Janine Burke’s examination of Sigmund Freud is part biography, part art history, and part analysis of Freud, the man. She has opened up new territory by choosing to study Freud’s life and ideas through a focus on his collection of art and antiquities. Using the excellent metaphor of psychoanalysis as archeology, Burke presents us with a new perspective of a man who was arguably one of the strongest influences on the intellectual history of the 20th century.
In a typical analytic fashion, Burke, the award-winning author of 15 books on art history, biography, and fiction, begins by describing Freud’s childhood in Freiburg, Moravia. “Freud built the entire edifice of psychoanalysis on childhood memories; by the age of three, the compass was set,” Burke writes. She believes Freud constructed a fairy tale of his earliest years in Freiburg by ignoring the reality of its anti-Semitism and transforming its forests and mountains into what he characterized as an “undisturbed golden age.” It was a serious blow to Freud when his father’s business failure forced the family to move to the city. Freud made his dislike of Vienna known throughout his life and took any opportunity to vacation in the country; his own children remarked on how much lighter their father’s mood became once they left the city.

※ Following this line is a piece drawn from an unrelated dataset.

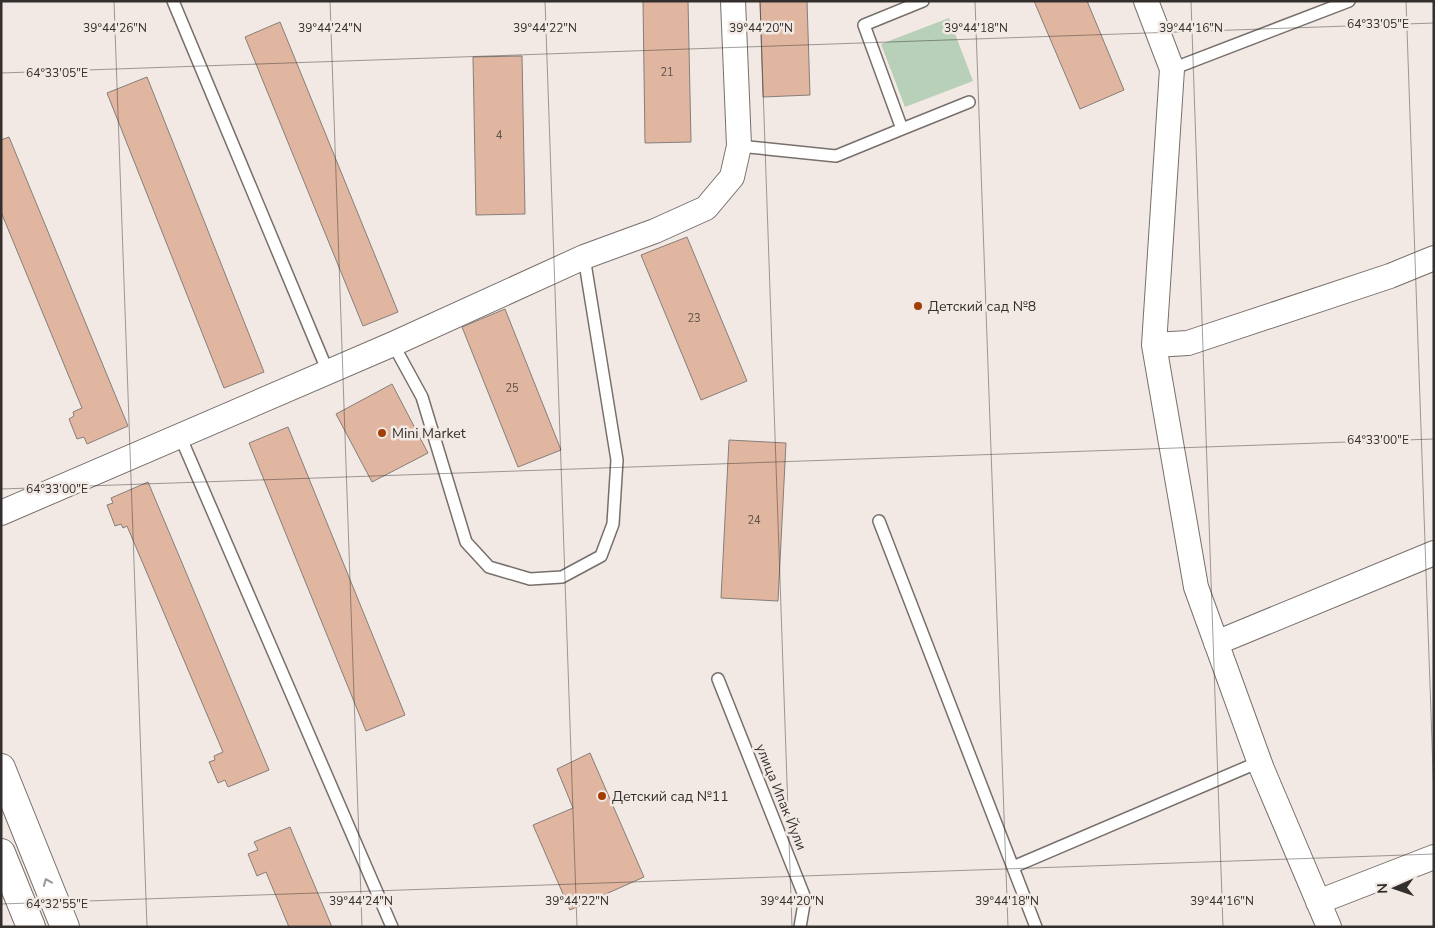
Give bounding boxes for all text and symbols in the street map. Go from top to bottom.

Burke characterizes Freud as a man of contradictions. Self-described as a “godless Jew,” he spent much of his life investigating religion. Despite being the “father of the twentieth-century mind,” he surrounded himself with the artifacts of ancient cultures; and although he was always ready to place the origins of his patients’ psychological discomforts in the dark realms of sexuality, he was reluctant to consider the issue in his own life. In perhaps one of the most Freudian of Freudian analyses, he psychoanalyzed his own daughter Anna when she decided to become an analyst herself; an analysis was a requirement for all those studying for that role. Anna and her father kept these sessions secret from their colleagues.
Burke believes Freud’s connection to nature was responsible for awakening his appreciation of beauty. He attempted to duplicate that beauty later in his life by collecting beautiful things. The author also notes that nostalgia which “saturated Freud’s memories of Freiburg” had “created a sentimental hankering for the past,” and ultimately spurred him to collect artifacts from ancient cultures as “souvenirs of the childhood of civilization.” His lifelong interest in antiquity, myth, and archeology resulted in a collection numbering more than 2,000 pieces of sculpture, reliefs, papyrus fragments, prints, and precious stones.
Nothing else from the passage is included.